U.S. has exported crude oil to as many as 31 destinations

by Talk Business & Politics staff ([email protected]) 256 views 

The number of destinations to which the United States exports crude oil exceeded the number of sources from which it imports crude oil in the first seven months of 2019, according to the U.S. Energy Information Administration.

Over this period, U.S. crude oil exports rose to 2.8 million barrels per day, while the number of export destinations has also increased. The destinations include countries, territories, autonomous regions and other administrative regions. The number of sources from which the United States imports crude oil has fallen to 27 over the period, from as many as 37 sources in 2009. Meanwhile, the number of destinations to which U.S. exports of crude oil have gone has increased to as many as 31 destinations per month.

The rise in the number of export destinations coincided with the late 2015 lifting of restrictions on exporting domestic crude oil. Between January 2016 and July 2019, U.S. crude oil production rose 2.6 million barrels per day, and export volumes increased 2.2 million barrels per day.

The decline in the number of import sources has fallen as domestic production of crude oil has risen. The majority of the increase in production can be attributed to light-sweet crude oil, but most U.S. refineries process medium- to heavy-sour crude oil.

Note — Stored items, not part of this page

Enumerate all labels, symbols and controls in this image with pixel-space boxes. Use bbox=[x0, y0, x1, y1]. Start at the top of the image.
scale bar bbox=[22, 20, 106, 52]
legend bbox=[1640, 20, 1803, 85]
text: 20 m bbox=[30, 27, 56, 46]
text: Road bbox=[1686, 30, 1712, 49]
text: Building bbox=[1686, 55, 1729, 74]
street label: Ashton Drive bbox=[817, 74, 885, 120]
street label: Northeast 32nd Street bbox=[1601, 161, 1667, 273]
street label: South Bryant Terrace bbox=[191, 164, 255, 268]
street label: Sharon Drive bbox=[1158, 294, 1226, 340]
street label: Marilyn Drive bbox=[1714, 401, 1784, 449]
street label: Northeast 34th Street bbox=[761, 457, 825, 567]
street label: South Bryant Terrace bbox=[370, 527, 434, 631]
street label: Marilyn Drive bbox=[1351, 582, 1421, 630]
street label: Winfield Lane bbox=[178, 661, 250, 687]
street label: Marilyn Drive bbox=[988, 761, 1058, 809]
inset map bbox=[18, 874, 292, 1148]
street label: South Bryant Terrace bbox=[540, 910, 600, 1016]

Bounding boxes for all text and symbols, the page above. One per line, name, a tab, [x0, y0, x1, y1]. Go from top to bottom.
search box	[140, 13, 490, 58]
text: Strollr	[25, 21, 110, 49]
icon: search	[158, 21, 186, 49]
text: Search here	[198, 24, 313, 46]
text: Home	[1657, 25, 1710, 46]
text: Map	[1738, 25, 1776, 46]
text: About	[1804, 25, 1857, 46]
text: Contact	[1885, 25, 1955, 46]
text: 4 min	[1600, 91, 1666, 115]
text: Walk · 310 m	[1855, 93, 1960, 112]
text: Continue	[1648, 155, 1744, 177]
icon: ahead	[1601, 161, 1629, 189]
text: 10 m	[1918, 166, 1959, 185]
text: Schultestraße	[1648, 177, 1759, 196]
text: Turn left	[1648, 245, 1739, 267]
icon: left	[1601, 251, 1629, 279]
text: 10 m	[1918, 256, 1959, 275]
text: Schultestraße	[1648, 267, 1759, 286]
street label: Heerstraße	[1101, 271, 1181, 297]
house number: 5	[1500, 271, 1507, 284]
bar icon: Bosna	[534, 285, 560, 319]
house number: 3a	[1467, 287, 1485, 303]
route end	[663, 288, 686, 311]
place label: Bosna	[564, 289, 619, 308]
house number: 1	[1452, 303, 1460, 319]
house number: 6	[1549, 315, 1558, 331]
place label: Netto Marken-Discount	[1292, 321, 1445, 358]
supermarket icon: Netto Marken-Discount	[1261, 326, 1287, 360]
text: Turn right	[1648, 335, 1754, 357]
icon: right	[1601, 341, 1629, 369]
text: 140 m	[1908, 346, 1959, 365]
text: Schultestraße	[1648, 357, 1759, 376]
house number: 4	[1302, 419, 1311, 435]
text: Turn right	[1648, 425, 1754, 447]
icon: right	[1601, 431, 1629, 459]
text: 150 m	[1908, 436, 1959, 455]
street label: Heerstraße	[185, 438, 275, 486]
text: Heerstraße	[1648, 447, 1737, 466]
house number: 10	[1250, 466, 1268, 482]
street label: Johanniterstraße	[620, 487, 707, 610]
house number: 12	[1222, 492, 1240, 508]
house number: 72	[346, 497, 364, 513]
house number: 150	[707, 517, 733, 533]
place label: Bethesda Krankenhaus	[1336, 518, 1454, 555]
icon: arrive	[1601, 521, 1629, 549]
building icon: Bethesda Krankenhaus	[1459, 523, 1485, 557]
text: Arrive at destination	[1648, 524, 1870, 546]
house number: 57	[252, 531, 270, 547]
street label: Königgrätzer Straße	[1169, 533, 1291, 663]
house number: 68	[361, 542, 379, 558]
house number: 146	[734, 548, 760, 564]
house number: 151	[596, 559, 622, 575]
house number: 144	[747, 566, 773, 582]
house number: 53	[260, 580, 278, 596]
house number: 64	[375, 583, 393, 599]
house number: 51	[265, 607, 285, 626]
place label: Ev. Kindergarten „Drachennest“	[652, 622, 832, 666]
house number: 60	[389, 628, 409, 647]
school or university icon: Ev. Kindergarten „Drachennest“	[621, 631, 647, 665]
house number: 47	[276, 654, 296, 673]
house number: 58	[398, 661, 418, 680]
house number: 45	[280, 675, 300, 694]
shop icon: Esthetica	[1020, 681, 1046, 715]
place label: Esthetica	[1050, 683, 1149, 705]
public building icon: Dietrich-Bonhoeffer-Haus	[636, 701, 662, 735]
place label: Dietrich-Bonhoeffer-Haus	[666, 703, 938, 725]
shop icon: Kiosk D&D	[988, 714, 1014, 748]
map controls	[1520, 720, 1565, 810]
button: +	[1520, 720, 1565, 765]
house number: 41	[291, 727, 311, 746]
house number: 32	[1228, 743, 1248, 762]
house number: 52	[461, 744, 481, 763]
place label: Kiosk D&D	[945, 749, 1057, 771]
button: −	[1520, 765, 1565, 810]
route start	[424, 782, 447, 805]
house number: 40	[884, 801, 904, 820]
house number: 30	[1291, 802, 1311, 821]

As a result, refineries have displaced imports of light and medium crude oils from countries other than Canada and increased refinery use rates.

The United States has exported crude oil to more destinations because of increasing demand for light-sweet crude oil. Several infrastructure changes have been made to accommodate exports. Pipelines have been added, expanded or reversed to deliver the oil from production areas to export terminals. The terminals have been expanded to allow for an increased amount of oil tanker traffic, larger crude oil tankers and larger cargo sizes.

New restrictions related to the limiting of sulfur content of transportation fuels also have impacted demand for light-sweet crude oil. Many of the less complex refineries outside of the United States cannot process and remove sulfur from heavy-sour crude oils and are better suited to process light-sweet crude oil into transportation fuels with lower sulfur content.